Members of the President's Working Group on Financial Markets [the PPT], including the Treasury, Fed, Securities and Exchange Commission and Commodity Futures Trading Commission, are in touch regularly via staff members and telephone.
And in a not-entirely unrelated note:
Goldman Sachs, Wall Street's most profitable investment bank, said Monday that it is injecting $2 billion into one of its struggling hedge funds, underscoring the intensity of the turmoil in credit markets and its potential reach into the U.S. economy.
The fund shed about 30 percent of its value in last week's trading, shrinking to $3.6 billion from about $5 billion in a matter of days. Goldman's Global Equity Opportunities Fund is the latest hedge fund to acknowledge big losses in recent weeks as problems in the mortgage industry spread to other parts of the credit market and to stocks. ...
Goldman is providing about $2 billion of the $3 billion infusion into its Global Equity Opportunities Fund, which makes bets on stock price movements. A group of investors that includes billionaire Eli Broad and Hank Greenberg, former chairman of American International Group, are putting in the rest.
The GEO fund is a "quant" fund, meaning it makes its trades based on opportunities in the market identified by computer-based models. In recent days, Goldman said, such funds have come under pressure as a volatile stock market moved in unpredictable ways.
"In response, we've been reducing risk and leverage in GEO," Viniar said. "Unfortunately, the recent simultaneous global unwinding of portfolios utilizing quantitative investment strategies has exacerbated GEO's performance challenges."

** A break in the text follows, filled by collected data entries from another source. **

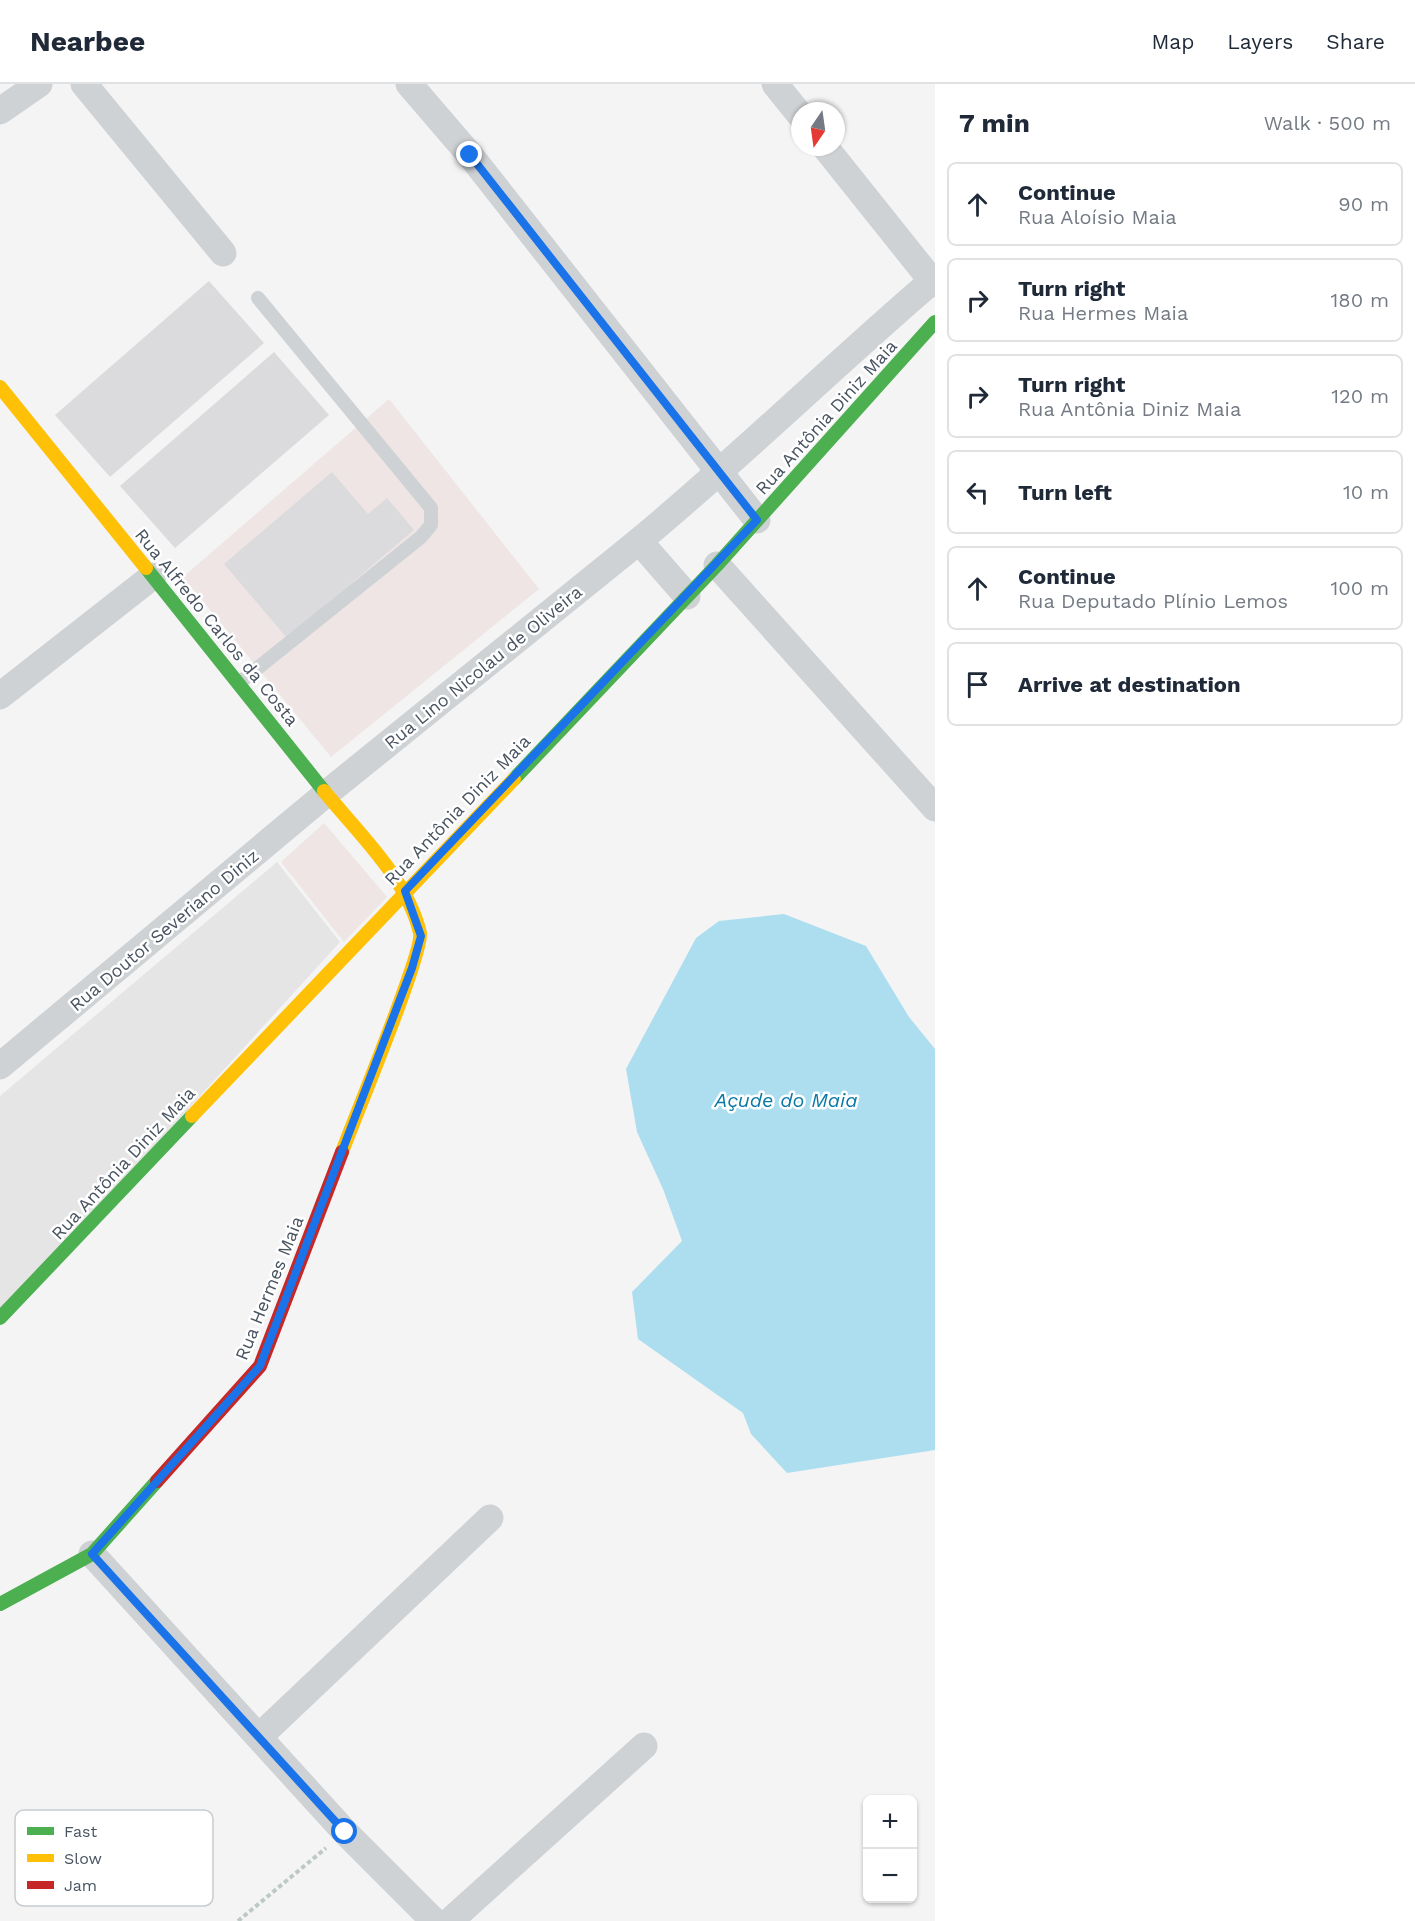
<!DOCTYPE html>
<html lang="en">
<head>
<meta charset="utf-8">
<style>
	body { margin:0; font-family:"Work Sans",sans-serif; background:#f6f6f7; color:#1f2937 }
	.controls { position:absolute; right:18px; bottom:18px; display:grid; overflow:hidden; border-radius:9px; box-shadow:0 2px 4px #0004 }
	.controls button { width:54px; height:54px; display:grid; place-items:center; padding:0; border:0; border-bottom:2px solid #e0e1e3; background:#fff; color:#1f2937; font:30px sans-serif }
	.compass { position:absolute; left:791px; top:18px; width:54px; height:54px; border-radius:50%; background:#fff; box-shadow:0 2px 4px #0004; rotate:193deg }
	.stop { position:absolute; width:18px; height:18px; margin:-14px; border:4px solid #1a73e8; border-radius:50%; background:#fff }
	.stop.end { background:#1a73e8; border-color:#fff; box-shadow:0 2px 6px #0008 }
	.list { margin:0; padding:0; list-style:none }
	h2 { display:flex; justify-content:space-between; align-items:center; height:78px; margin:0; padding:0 24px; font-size:26px }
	h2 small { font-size:20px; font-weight:400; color:#747a83 }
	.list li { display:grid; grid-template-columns:39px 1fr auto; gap:18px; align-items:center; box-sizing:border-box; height:84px; margin:0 12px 12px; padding:0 12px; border:2px solid #e0e1e3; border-radius:9px }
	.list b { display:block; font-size:22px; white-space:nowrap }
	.list p { margin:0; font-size:20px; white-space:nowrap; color:#747a83 }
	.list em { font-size:20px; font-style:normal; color:#747a83 }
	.icon { flex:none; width:33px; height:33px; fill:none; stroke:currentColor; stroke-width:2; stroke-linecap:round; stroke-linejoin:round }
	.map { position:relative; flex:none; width:935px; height:1837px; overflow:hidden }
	header { display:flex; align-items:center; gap:36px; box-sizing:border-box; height:84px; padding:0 30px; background:#fff; border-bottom:2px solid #e0e1e3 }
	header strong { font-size:28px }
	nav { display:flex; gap:33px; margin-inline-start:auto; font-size:21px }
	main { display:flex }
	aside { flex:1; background:#fff }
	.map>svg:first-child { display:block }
	.education { fill:#e5e5e6 }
	.medical { fill:#eee5e4 }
	.water { fill:#addef0 }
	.building { fill:#dbdbdd }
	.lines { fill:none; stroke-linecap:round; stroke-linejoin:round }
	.path { stroke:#bcc9c5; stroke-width:4; stroke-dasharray:4.5 3; stroke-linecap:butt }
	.lane { stroke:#cfd2d4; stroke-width:14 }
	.street { stroke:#cfd2d4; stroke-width:27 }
	.fast { stroke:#4caf50; stroke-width:14 }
	.slow { stroke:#ffc107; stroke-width:14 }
	.jam { stroke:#c62828; stroke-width:14 }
	.route { stroke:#1a73e8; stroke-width:8 }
	.labels { text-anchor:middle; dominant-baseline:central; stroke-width:5; stroke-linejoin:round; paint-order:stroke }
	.street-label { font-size:18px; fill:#495461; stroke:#fff }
	.water-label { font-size:20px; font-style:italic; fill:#0a7aa4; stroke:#fff }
	.key { fill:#fff; stroke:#c8ccd0; stroke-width:1.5 }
	.key-label { font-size:16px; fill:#495461 }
</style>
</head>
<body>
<header>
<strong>Nearbee</strong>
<nav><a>Map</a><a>Layers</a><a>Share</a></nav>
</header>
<main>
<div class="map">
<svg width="935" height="1837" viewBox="0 0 935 1837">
	<rect width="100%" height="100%" fill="#f4f4f4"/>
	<path class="education" d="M277,778L340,858L0,1232V1012Z"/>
	<g class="medical">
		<path d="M389,315L539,505L331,673L183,493Z"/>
		<path d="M324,739L387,813L344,858L281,778Z"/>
	</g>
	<path class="water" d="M784,830L866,862L909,933L935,965V1366L787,1389L751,1350L743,1329L638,1255L632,1208L682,1157L663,1105L637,1048L626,985L696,854L719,837Z"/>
	<g class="building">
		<path d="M209,197L264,259L110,393L55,331Z"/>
		<path d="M274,268L329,331L175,464L120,402Z"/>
		<path d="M332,388L368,430L387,414L414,446L287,554L224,480Z"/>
	</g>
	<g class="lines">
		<path class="path" d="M238,1837L326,1764"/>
		<path class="lane" d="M239,599L421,453L431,441V424L258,214"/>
		<g class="street">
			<path d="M84,0L223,169"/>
			<path d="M409,0L470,71L757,436"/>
			<path d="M775,0L800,31"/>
			<path d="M0,27L39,0"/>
			<path d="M825,63L932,197"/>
			<path d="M717,481L935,724"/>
			<path d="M687,512L639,457C739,374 833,282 932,197L935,200"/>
			<path d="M0,612L153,492"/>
			<path d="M0,982L327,709L639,457"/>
			<path d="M92,1470L345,1748L434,1837"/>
			<path d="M260,1652L490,1434"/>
			<path d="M450,1837L644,1662"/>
		</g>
		<g class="fast">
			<path d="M146,484L324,707"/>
			<path d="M514,695L717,481L935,238"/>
			<path d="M0,1234L192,1032"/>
			<path d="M0,1520L92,1470L157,1397"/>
		</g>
		<g class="slow">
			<path d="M0,303L146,484"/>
			<path d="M324,707C359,750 407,794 420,849C424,867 353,1038 342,1068"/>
			<path d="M192,1032L514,695"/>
		</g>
		<path class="jam" d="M157,1397L260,1282L342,1068"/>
	</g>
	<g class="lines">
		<path class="route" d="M345,1748L92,1470L260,1282L412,884L421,852L405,807L757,436L470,71"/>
	</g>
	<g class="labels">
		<g class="street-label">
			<text transform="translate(826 333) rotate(-48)">Rua Antônia Diniz Maia</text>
			<text transform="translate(217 543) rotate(51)">Rua Alfredo Carlos da Costa</text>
			<text transform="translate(483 583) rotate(-39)">Rua Lino Nicolau de Oliveira</text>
			<text transform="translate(457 726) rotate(-46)">Rua Antônia Diniz Maia</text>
			<text transform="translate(164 846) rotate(-40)">Rua Doutor Severiano Diniz</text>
			<text transform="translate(123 1079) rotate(-47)">Rua Antônia Diniz Maia</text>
			<text transform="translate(269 1204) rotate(-68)">Rua Hermes Maia</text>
		</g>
		<g class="water-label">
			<text x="786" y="1016">Açude do Maia</text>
		</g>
	</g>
	<rect x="15" y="1726" width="198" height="96" rx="9" class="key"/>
	<rect x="27" y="1743" width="27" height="8" fill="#4caf50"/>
	<rect x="27" y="1770" width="27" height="8" fill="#ffc107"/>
	<rect x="27" y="1797" width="27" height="8" fill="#c62828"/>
	<g class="key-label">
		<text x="64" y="1753">Fast</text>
		<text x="64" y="1780">Slow</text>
		<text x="64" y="1807">Jam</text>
	</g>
</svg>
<div class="controls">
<button>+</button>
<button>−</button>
</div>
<svg class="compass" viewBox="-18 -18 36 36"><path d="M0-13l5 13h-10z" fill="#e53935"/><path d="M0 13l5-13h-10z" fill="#747a83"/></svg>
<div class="stop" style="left:345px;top:1748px"></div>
<div class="stop end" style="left:470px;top:71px"></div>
</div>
<aside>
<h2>7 min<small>Walk · 500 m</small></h2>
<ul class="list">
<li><svg class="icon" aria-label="ahead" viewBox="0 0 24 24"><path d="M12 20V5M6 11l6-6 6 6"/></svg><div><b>Continue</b><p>Rua Aloísio Maia</p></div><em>90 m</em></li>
<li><svg class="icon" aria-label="right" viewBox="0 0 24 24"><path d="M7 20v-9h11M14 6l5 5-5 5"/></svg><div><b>Turn right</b><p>Rua Hermes Maia</p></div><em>180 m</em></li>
<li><svg class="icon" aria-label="right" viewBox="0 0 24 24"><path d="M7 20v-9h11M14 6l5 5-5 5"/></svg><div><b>Turn right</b><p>Rua Antônia Diniz Maia</p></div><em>120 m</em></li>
<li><svg class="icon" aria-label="left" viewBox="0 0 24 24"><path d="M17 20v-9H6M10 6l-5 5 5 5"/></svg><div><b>Turn left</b></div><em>10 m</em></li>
<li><svg class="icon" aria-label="ahead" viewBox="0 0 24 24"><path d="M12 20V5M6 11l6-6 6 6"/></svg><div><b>Continue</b><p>Rua Deputado Plínio Lemos</p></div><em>100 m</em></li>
<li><svg class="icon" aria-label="arrive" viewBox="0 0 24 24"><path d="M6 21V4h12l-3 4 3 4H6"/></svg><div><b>Arrive at destination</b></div></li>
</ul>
</aside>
</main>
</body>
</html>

Responding to the speculation that has helped roil markets in the past week, the company said that its high-profile Global Alpha hedge fund and North American Equity Opportunities Fund have pared their riskier positions and are "positioned to actively pursue market opportunities."
The Global Alpha fund is down 27 percent this year, with more than half of those losses occurring in the past week, the company said. ...
Wall Street is paying attention to news from quant funds, whose automated models are developed by mathematicians and whose trading involves limited human intervention. These models are often based on trading patterns of assets over a period of time.
The models are closely guarded by each fund, but the problems they faced last week suggest that many share the same strategies, analysts said, leading to fears that too many will fail in a volatile market and send ripples through the entire financial system.